A frittata is a brilliant mid week meal and a great way to pack lots of veg from your fridge into supper. This frittata is full of spring greens and accompanied by crushed potatoes and crunchy radishes.
Ingredients: 1 shallot, 100g purple sprouting broccoli, 100g fresh peas, 150g purple potatoes, 5-6 breakfast radishes, small bunch of parsley, 2 stems of basil, 1 spring onion.
From the Larder: butter or oil, 4-5 eggs, salt and pepper, 50g goats cheese or feta.
- Roughly chop the potatoes into chunks, and boil from cold for about 10 mins.
- Finely chop the shallot, the broccoli into 2-3cm lengths. Shell the peas and chop the basil.
- In a frying pan, sauté the shallot for a few minutes and then add the broccoli. Sauté for 5 mins.
- In a bowl beat the eggs, mix in the peas, basil, a pinch of salt and pepper, goats cheese or feta and pour into the frying pan. Leave to cook on the bottom and after about 5 mins place under the grill to set the top of the frittata.
- While the frittata is cooking, drain the potatoes and in a bowl crush with a fork, slice the radishes, finely slice the spring onion and chop the parsley. Mix all together, drizzle with oil and season.
- Enjoy the crushed potatoes with the spring frittata.
Roasting tomatoes bring out their lovely sweetness which goes like magic with lentils and the salty spice of chilli and broccoli sautéed in soy sauce. This combination makes for a delicious and delightful dinner!
Ingredients: 100g cherry tomatoes, ½ -1 red chilli, 120g baby white onions, shallots or onion, 80g green beans, 150g purple sprouting broccoli, 10g basil.
Larder: 150g puy lentils, oil, salt, pepper, drizzle of balsamic vinegar (optional: 45g hazelnuts, grilled chicken or fish).
- Preheat the oven to 200 degrees C.
- Place lentils in a saucepan with water or stock. Bring to the boil and simmer for 20 minutes until soft.
- Halve the tomatoes and chop the pepper into chunks. Place in a roasting tin and roast in the oven for 15-20 minutes.
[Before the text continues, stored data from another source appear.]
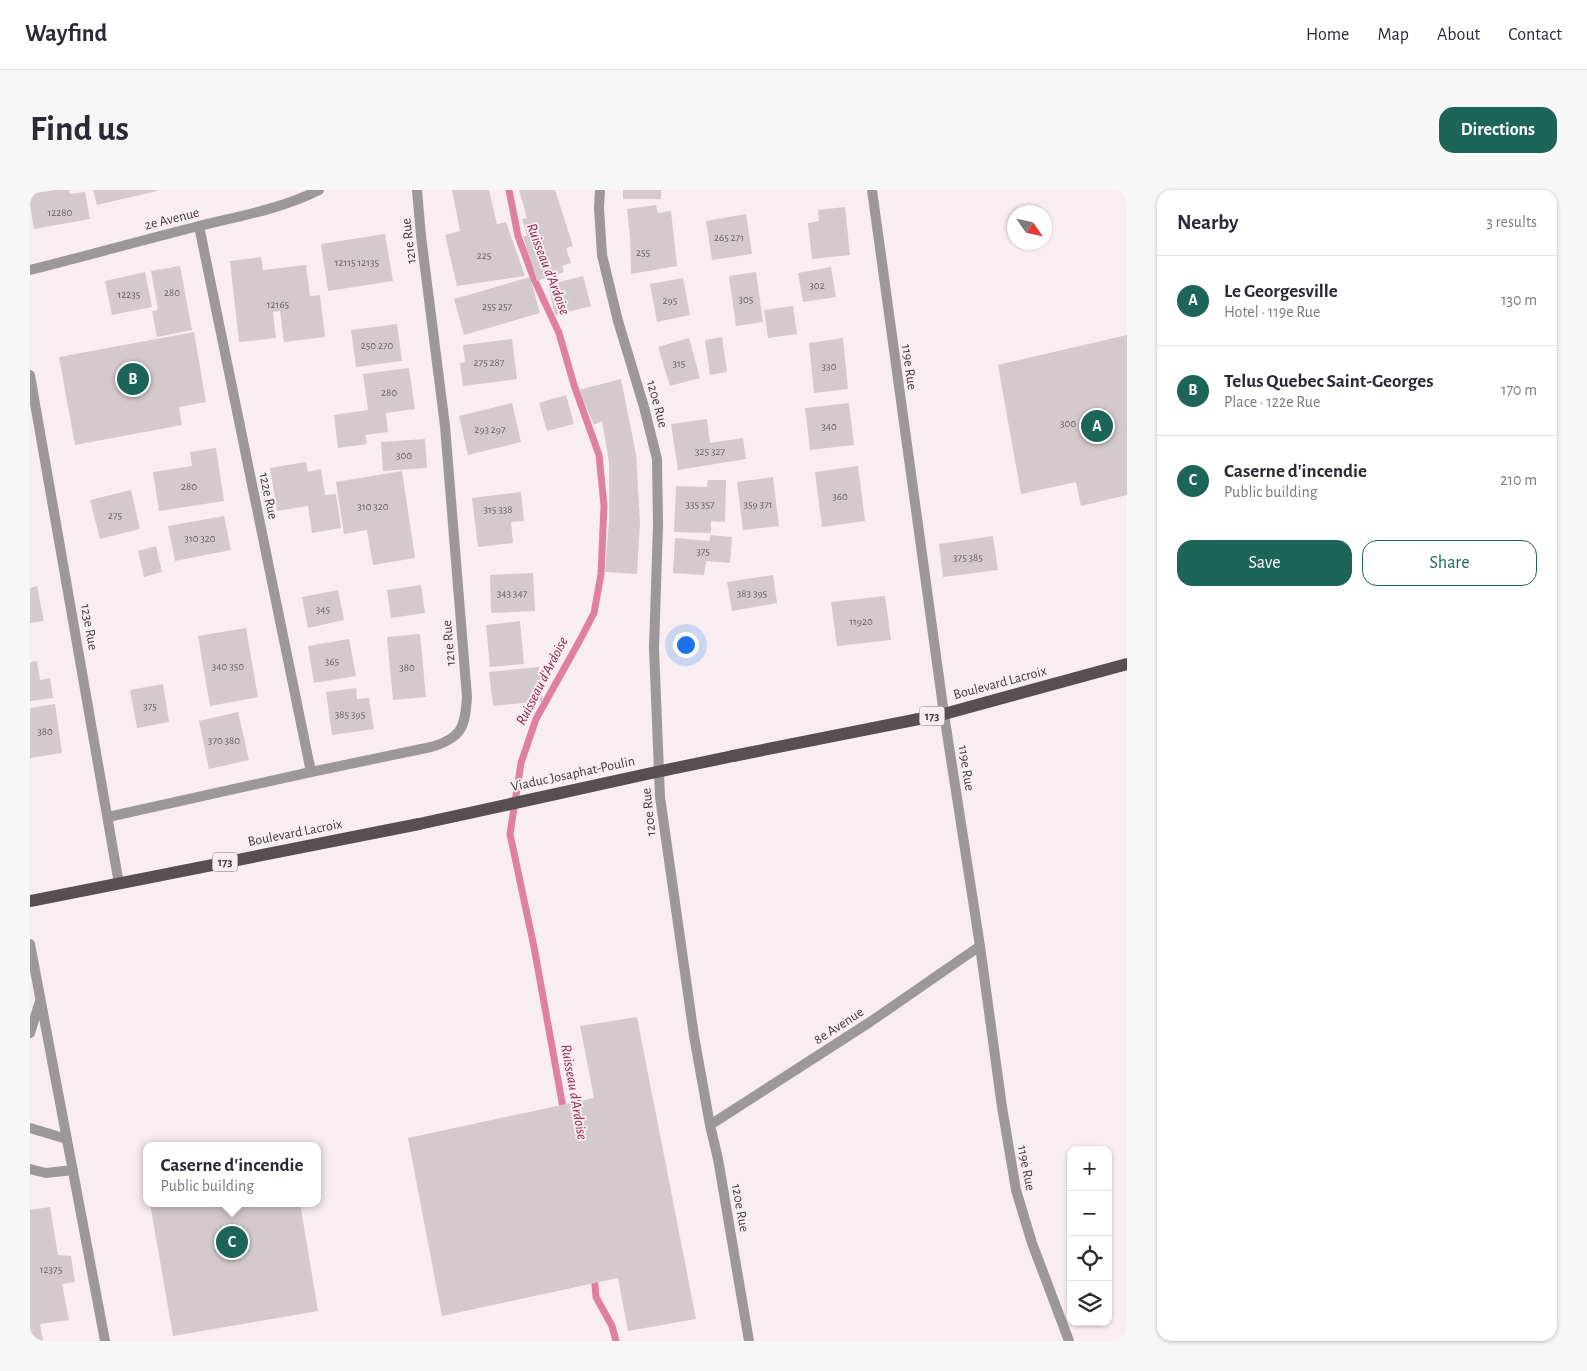 <!DOCTYPE html>
<meta charset="utf-8">
<style>
body{margin:0;font-family:"Alegreya Sans",sans-serif;background:#f7f7f7;color:#2b2b33}
.controls{position:absolute;right:15px;bottom:15px;display:grid;overflow:hidden;border-radius:10px;box-shadow:0 1px 4px #0004}
.controls button{width:45px;height:45px;display:grid;place-items:center;padding:0;border:0;border-bottom:1px solid #e1e1e2;background:#fff;color:#2b2b33;font:25px sans-serif}
.compass{position:absolute;left:977px;top:15px;width:45px;height:45px;border-radius:50%;background:#fff;box-shadow:0 1px 4px #0004;rotate:124deg}
.you{position:absolute;left:655px;top:454px;width:18px;height:18px;margin:-12px;border:4px solid #fff;border-radius:50%;background:#1a73e8;box-shadow:0 0 0 8px #1a73e833}
.badge{display:grid;place-items:center;width:32px;height:32px;border-radius:50%;background:#1e6559;color:#fff;font-size:16px;font-weight:700}
.pin{position:absolute;translate:-50% -50%;border:2px solid #fff;box-shadow:0 1px 5px #0006}
.popup{position:absolute;left:113px;top:952px;width:178px;height:65px;box-sizing:border-box;display:grid;place-content:center;border-radius:10px;background:#fff;filter:drop-shadow(0 1px 4px #0005);font-size:16px;white-space:nowrap;color:#7c7c81}
.popup b{font-size:19px;color:#2b2b33}
.popup::after{content:'';position:absolute;left:50%;top:100%;margin-left:-10px;border:10px solid transparent;border-top-color:#fff}
.list{margin:0;padding:0;list-style:none}
h2{display:flex;justify-content:space-between;align-items:center;height:65px;margin:0;padding:0 20px;font-size:21px}
h2 small{font-size:16px;font-weight:400;color:#7c7c81}
.list li{display:grid;grid-template-columns:32px 1fr auto;gap:15px;align-items:center;box-sizing:border-box;height:90px;padding:0 20px;border-top:1px solid #e1e1e2}
.list b{display:block;font-size:19px;white-space:nowrap}
.list p{margin:0;font-size:16px;white-space:nowrap;color:#7c7c81}
.list em{font-size:16px;font-style:normal;color:#7c7c81}
.actions{display:flex;gap:10px;padding:15px 20px}
.actions a{flex:1;padding:11px 0;border:1px solid #1e6559;border-radius:15px;text-align:center;font-size:18px;color:#1e6559}
.actions .main{background:#1e6559;color:#fff}
.icon{flex:none;width:28px;height:28px;fill:none;stroke:currentColor;stroke-width:2;stroke-linecap:round;stroke-linejoin:round}
.map{position:relative;flex:none;width:1097px;height:1151px;overflow:hidden;border-radius:15px}
header{display:flex;align-items:center;gap:30px;box-sizing:border-box;height:70px;padding:0 25px;background:#fff;border-bottom:1px solid #e1e1e2}
header strong{font-size:24px}
nav{display:flex;gap:28px;margin-inline-start:auto;font-size:18px}
.intro{display:flex;align-items:center;justify-content:space-between;box-sizing:border-box;height:120px;padding:0 30px}
h1{margin:0;font-size:35px}
.button{padding:12px 22px;border-radius:15px;background:#1e6559;color:#fff;font-size:18px;font-weight:700}
main{display:flex;gap:30px;padding:0 30px}
aside{flex:1;background:#fff;border-radius:15px;box-shadow:0 1px 4px #0004}
.map>svg:first-child{display:block}
.lines{fill:none;stroke-linecap:round;stroke-linejoin:round}
.stream{stroke:#e080a0;stroke-width:7}
.building{fill:#d4cacd}
.service{stroke:#9c9899;stroke-width:10}
.minor{stroke:#9c9899;stroke-width:10}
.tertiary{stroke:#9c9899;stroke-width:10}
.primary{stroke:#575052;stroke-width:12}
.primary-bridge{stroke:#575052;stroke-width:12}
.labels{text-anchor:middle;dominant-baseline:central;stroke-width:4;stroke-linejoin:round;paint-order:stroke}
.number-label{font-size:11px;fill:#656061}
.shield{fill:#f8eef1;stroke:#777173;stroke-width:1}
.shield-label{font-size:12px;font-weight:bold;fill:#403c3d}
.street-label{font-size:14px;fill:#403c3d;stroke:#f8eef1}
.water-label{font-size:15px;font-style:italic;fill:#922152;stroke:#f8eef1}
</style>
<header>
<strong>Wayfind</strong>
<nav><a>Home</a><a>Map</a><a>About</a><a>Contact</a></nav>
</header>
<div class="intro"><h1>Find us</h1><a class="button">Directions</a></div>
<main>
<div class="map">
<svg width="1097" height="1151" viewBox="0 0 1097 1151">
<rect width="100%" height="100%" fill="#f8eef1"/>
<g class="lines">
<!-- stream -->
<path class="stream" d="M 479,0 L 488,46 L 504,89 L 529,143 L 544,195 L 569,265 L 574,316 L 571,384 L 564,423 L 550,450 L 506,529 L 491,573 L 480,644 L 504,757 L 534,923
M 564,1084 L 566,1107 L 582,1136 L 586,1151"/>
</g>
<!-- building -->
<path class="building" d="M 25,0 L 39,0 L 40,4 L 55,2 L 60,29 L 4,39 L 0,15 L 0,4 Z
M 63,0 L 127,0 L 127,1 L 67,15 Z
M 422,0 L 459,0 L 467,34 L 476,32 L 495,86 L 427,96 L 415,45 L 430,41 Z
M 489,0 L 525,0 L 543,56 L 536,58 L 541,73 L 532,76 L 534,82 L 507,91 L 493,46 L 497,46 L 492,29 L 497,28 Z
M 593,0 L 631,0 L 631,9 L 593,9 Z
M 626,15 L 628,23 L 641,21 L 647,76 L 601,84 L 600,46 L 597,19 Z
M 815,17 L 820,65 L 782,69 L 778,33 L 789,31 L 788,20 Z
M 716,24 L 722,64 L 682,70 L 676,31 Z
M 355,44 L 363,91 L 298,101 L 291,54 Z
M 231,67 L 233,80 L 276,75 L 280,106 L 290,105 L 295,147 L 254,152 L 250,121 L 243,122 L 246,148 L 209,152 L 200,71 Z
M 150,76 L 162,140 L 127,147 L 122,121 L 128,120 L 121,81 Z
M 801,77 L 806,107 L 773,112 L 768,83 Z
M 115,82 L 122,117 L 82,125 L 75,91 Z
M 726,82 L 733,132 L 706,136 L 699,86 Z
M 553,86 L 561,116 L 525,125 L 518,95 Z
M 500,87 L 510,123 L 434,145 L 424,109 Z
M 653,88 L 660,125 L 627,132 L 620,94 Z
M 763,116 L 767,144 L 738,148 L 734,120 Z
M 367,134 L 372,171 L 326,177 L 321,140 Z
M 164,142 L 176,212 L 149,217 L 152,235 L 45,255 L 29,167 Z
M 1097,145 L 1097,305 L 1051,316 L 1046,292 L 991,304 L 968,175 Z
M 692,147 L 697,182 L 680,185 L 675,150 Z
M 659,148 L 670,188 L 640,196 L 628,157 Z
M 813,148 L 818,199 L 784,203 L 779,153 Z
M 482,149 L 487,189 L 433,196 L 430,173 L 435,172 L 433,155 Z
M 379,178 L 385,219 L 356,223 L 358,242 L 335,245 L 337,254 L 308,258 L 304,225 L 338,220 L 333,184 Z
M 591,189 L 606,264 L 610,332 L 607,384 L 575,382 L 579,330 L 579,272 L 572,231 L 564,235 L 549,200 Z
M 536,205 L 544,234 L 517,241 L 509,213 Z
M 482,213 L 491,252 L 438,265 L 429,226 Z
M 819,213 L 824,255 L 780,260 L 775,218 Z
M 677,229 L 680,253 L 713,248 L 716,269 L 648,280 L 641,234 Z
M 395,249 L 397,278 L 353,281 L 351,252 Z
M 186,258 L 194,311 L 129,321 L 123,282 L 162,276 L 160,262 Z
M 276,272 L 278,282 L 291,279 L 295,305 L 306,304 L 311,338 L 282,343 L 278,316 L 247,321 L 240,278 Z
M 828,276 L 835,331 L 792,337 L 785,282 Z
M 372,281 L 385,368 L 343,375 L 337,340 L 314,344 L 306,292 Z
M 743,287 L 749,336 L 713,340 L 707,292 Z
M 678,290 L 696,290 L 695,332 L 681,331 L 681,343 L 644,342 L 646,296 L 677,297 Z
M 101,300 L 110,339 L 70,349 L 60,310 Z
M 491,302 L 494,331 L 481,332 L 483,353 L 448,357 L 442,308 Z
M 194,326 L 201,360 L 145,371 L 138,336 Z
M 680,345 L 702,347 L 700,373 L 676,371 L 674,385 L 643,383 L 645,348 L 680,351 Z
M 963,346 L 968,380 L 913,387 L 909,354 Z
M 126,356 L 132,382 L 114,387 L 108,361 Z
M 503,383 L 505,421 L 461,423 L 460,385 Z
M 743,385 L 747,413 L 702,421 L 697,392 Z
M 391,395 L 395,423 L 361,428 L 357,400 Z
M 7,396 L 14,431 L 0,433 L 0,398 Z
M 308,400 L 314,430 L 278,438 L 272,407 Z
M 855,406 L 861,450 L 807,456 L 801,412 Z
M 490,431 L 494,474 L 460,477 L 456,435 Z
M 216,438 L 228,507 L 180,516 L 168,446 Z
M 390,444 L 396,507 L 363,510 L 357,447 Z
M 319,449 L 326,486 L 284,493 L 278,456 Z
M 7,471 L 10,490 L 20,488 L 23,508 L 0,511 L 0,472 Z
M 509,477 L 513,511 L 463,516 L 459,482 Z
M 133,494 L 139,532 L 107,538 L 100,500 Z
M 326,498 L 327,509 L 339,508 L 344,539 L 302,545 L 296,502 Z
M 25,514 L 32,563 L 0,568 L 0,518 Z
M 208,522 L 219,570 L 179,579 L 169,531 Z
M 607,827 L 666,1129 L 598,1141 L 588,1088 L 412,1126 L 378,948 L 564,908 L 550,836 Z
M 120,1013 L 270,1013 L 288,1121 L 143,1146 Z
M 20,1017 L 28,1065 L 41,1066 L 45,1092 L 32,1094 L 39,1130 L 10,1134 L 13,1151 L 0,1151 L 0,1020 Z"/>
<g class="lines">
<!-- service -->
<path class="service" d="M 0,754 L 75,1151
M 0,843 L 10,811
M 0,938 L 37,949
M 0,979 L 16,983 L 43,980"/>
<!-- minor -->
<path class="minor" d="M 570,0 L 569,18 L 572,65 L 588,131 L 614,217 L 627,269 L 628,335 L 624,458 L 630,607 L 664,846 L 680,935 L 688,969 L 719,1151
M 842,0 L 914,524
M 169,36 L 281,582
M 0,80 C 56,66 113,50 169,36 C 210,26 251,19 289,0
M 0,185 L 89,694
M 78,627 L 281,582 L 401,557 C 432,548 435,537 437,507 L 415,236 L 391,46 L 387,0
M 680,935 L 840,832 L 950,756"/>
<!-- tertiary -->
<path class="tertiary" d="M 914,524 L 950,756 L 972,917 L 986,1000 L 1002,1053 L 1039,1151"/>
<!-- primary -->
<path class="primary" d="M 703,566 L 914,524 L 1097,474
M 0,711 L 389,634"/>
<!-- primary-bridge -->
<path class="primary-bridge" d="M 389,634 L 617,584 L 703,566"/>
</g>
<g class="labels">
<!-- number labels -->
<g class="number-label">
<text x="30" y="22">12280</text>
<text x="699" y="47">265 271</text>
<text x="613" y="62">255</text>
<text x="454" y="65">225</text>
<text x="327" y="72">12115 12135</text>
<text x="787" y="95">302</text>
<text x="142" y="102">280</text>
<text x="99" y="104">12235</text>
<text x="716" y="109">305</text>
<text x="640" y="110">295</text>
<text x="248" y="114">12165</text>
<text x="467" y="116">255 257</text>
<text x="347" y="155">250 270</text>
<text x="459" y="172">275 287</text>
<text x="649" y="173">315</text>
<text x="799" y="176">330</text>
<text x="359" y="202">280</text>
<text x="1038" y="233">300</text>
<text x="799" y="236">340</text>
<text x="460" y="239">293 297</text>
<text x="680" y="261">325 327</text>
<text x="374" y="265">300</text>
<text x="159" y="296">280</text>
<text x="810" y="306">360</text>
<text x="670" y="314">335 357</text>
<text x="728" y="314">359 371</text>
<text x="343" y="316">310 320</text>
<text x="468" y="319">315 338</text>
<text x="85" y="325">275</text>
<text x="170" y="348">310 320</text>
<text x="673" y="361">375</text>
<text x="938" y="367">375 385</text>
<text x="482" y="403">343 347</text>
<text x="722" y="403">383 395</text>
<text x="293" y="419">345</text>
<text x="831" y="431">11920</text>
<text x="302" y="471">365</text>
<text x="198" y="476">340 350</text>
<text x="377" y="477">380</text>
<text x="120" y="516">375</text>
<text x="320" y="524">385 395</text>
<text x="15" y="541">380</text>
<text x="194" y="550">370 380</text>
<text x="21" y="1079">12375</text>
</g>
<!-- shield labels -->
<g class="shield">
<rect x="889.5" y="516.5" width="25" height="19" rx="4"/>
<rect x="182.5" y="662.5" width="25" height="19" rx="4"/>
</g>
<g class="shield-label">
<text x="902" y="526">173</text>
<text x="195" y="672">173</text>
</g>
<!-- street labels -->
<g class="street-label">
<text transform="translate(142 29) rotate(-14)">2e Avenue</text>
<text transform="translate(379 51) rotate(-97)">121e Rue</text>
<text transform="translate(879 177) rotate(82)">119e Rue</text>
<text transform="translate(627 214) rotate(75)">120e Rue</text>
<text transform="translate(238 306) rotate(78)">122e Rue</text>
<text transform="translate(59 437) rotate(80)">123e Rue</text>
<text transform="translate(419 453) rotate(-95)">121e Rue</text>
<text transform="translate(970 493) rotate(-15)">Boulevard Lacroix</text>
<text transform="translate(936 578) rotate(81)">119e Rue</text>
<text transform="translate(543 584) rotate(-12)">Viaduc Josaphat-Poulin</text>
<text transform="translate(619 622) rotate(-96)">120e Rue</text>
<text transform="translate(265 643) rotate(-11)">Boulevard Lacroix</text>
<text transform="translate(809 836) rotate(-33)">8e Avenue</text>
<text transform="translate(996 978) rotate(79)">119e Rue</text>
<text transform="translate(710 1018) rotate(80)">120e Rue</text>
</g>
<!-- water labels -->
<g class="water-label">
<text transform="translate(518 79) rotate(69)">Ruisseau d'Ardoise</text>
<text transform="translate(512 491) rotate(-63)">Ruisseau d'Ardoise</text>
<text transform="translate(544 902) rotate(80)">Ruisseau d'Ardoise</text>
</g>
</g>
</svg>
<div class="controls">
<button>+</button>
<button>−</button>
<button><svg class="icon" aria-label="locate" viewBox="0 0 24 24"><circle cx="12" cy="12" r="6"/><path d="M12 2v4M12 18v4M2 12h4M18 12h4"/></svg></button>
<button><svg class="icon" aria-label="layers" viewBox="0 0 24 24"><path d="M12 4l9 5-9 5-9-5zM3 14l9 5 9-5"/></svg></button>
</div>
<svg class="compass" viewBox="-18 -18 36 36"><path d="M0-13l5 13h-10z" fill="#e53935"/><path d="M0 13l5-13h-10z" fill="#7c7c81"/></svg>
<div class="you"></div>
<div class="pin badge" style="left:1067px;top:236px">A</div>
<div class="pin badge" style="left:103px;top:189px">B</div>
<div class="pin badge" style="left:202px;top:1052px">C</div>
<div class="popup"><b>Caserne d'incendie</b>Public building</div>
</div>
<aside>
<h2>Nearby<small>3 results</small></h2>
<ul class="list">
<li><span class="badge">A</span><div><b>Le Georgesville</b><p>Hotel · 119e Rue</p></div><em>130 m</em></li>
<li><span class="badge">B</span><div><b>Telus Quebec Saint-Georges</b><p>Place · 122e Rue</p></div><em>170 m</em></li>
<li><span class="badge">C</span><div><b>Caserne d'incendie</b><p>Public building</p></div><em>210 m</em></li>
</ul>
<div class="actions"><a class="main">Save</a><a>Share</a></div>
</aside>
</main>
- Slice brocoli into small florets and top and tail the green beans and and then cut in half or into thirds. Thinly slice half the chilli.
- Heat a frying pan Add the hazelnuts and dry toast until they start to brown and skins start peeling off. Remove from the pan and set aside.
- Add the green veg to the hot frying pan and fry in a little oil with the chilli slices. Frying chillis releases a compound called capsaisin which gives them their spice but can also pack a punch when cooking, so make sure to open a window or 2
- Remove the tomatoes, onions from the oven and stir into the lentils,
- Serve lentils with green beans, broccoli, chilli, hazelnuts and basil torn on top. Drizzle with balsamic vinegar and dig in.
When wild garlic is in season we find it hard to move far away from it. So while this short season lasts, we’ve created a yummy wild garlic risotto using wild garlic leaves and wet garlic bulbs along with other spring veg.
Ingredients: 2 shallots, 20g wet garlic cloves, 35g wild garlic leaf(large handful or two), 50-100g peas, 1 courgette, sprig of mint, 2 stems of basil, 50-100g cherry tomatoes.
From the larder: knob of butter, 200g Arborio rice, 900ml stock, 30g Parmesan, and (optional: 40g almonds, grilled salmon).
- Chop the shallots, wet garlic and basil stems. The wet garlic is young and so you don’t need to remove the skin. Gently sweat in butter until soft and then add the Arborio rice and cook for a few minutes until rice looks slightly translucent.
- Prepare the stock and slowly add ladle-by-ladle to the rice, stirring and leaving to cook for a few minutes, allowing stock to absorb between each ladle.
- Quarter the tomatoes, sprinkle with salt and tear over a few basil leaves, set aside separately.
- If using, chop and toast the almonds and set aside.
- Thinly slice the courgette, shell peas and roughly chop wild garlic. When you have used about 2/3 of the stock in the risotto, mix all the veg into the risotto.
- When risotto is al denté (soft, but still with a tiny bite) take off the heat, season, add a knob of butter, chopped mint leaves and the grated Parmesan. Cover and let stand for 5 minutes.
- Serve risotto with almonds sprinkled on top and tomatoes on the side.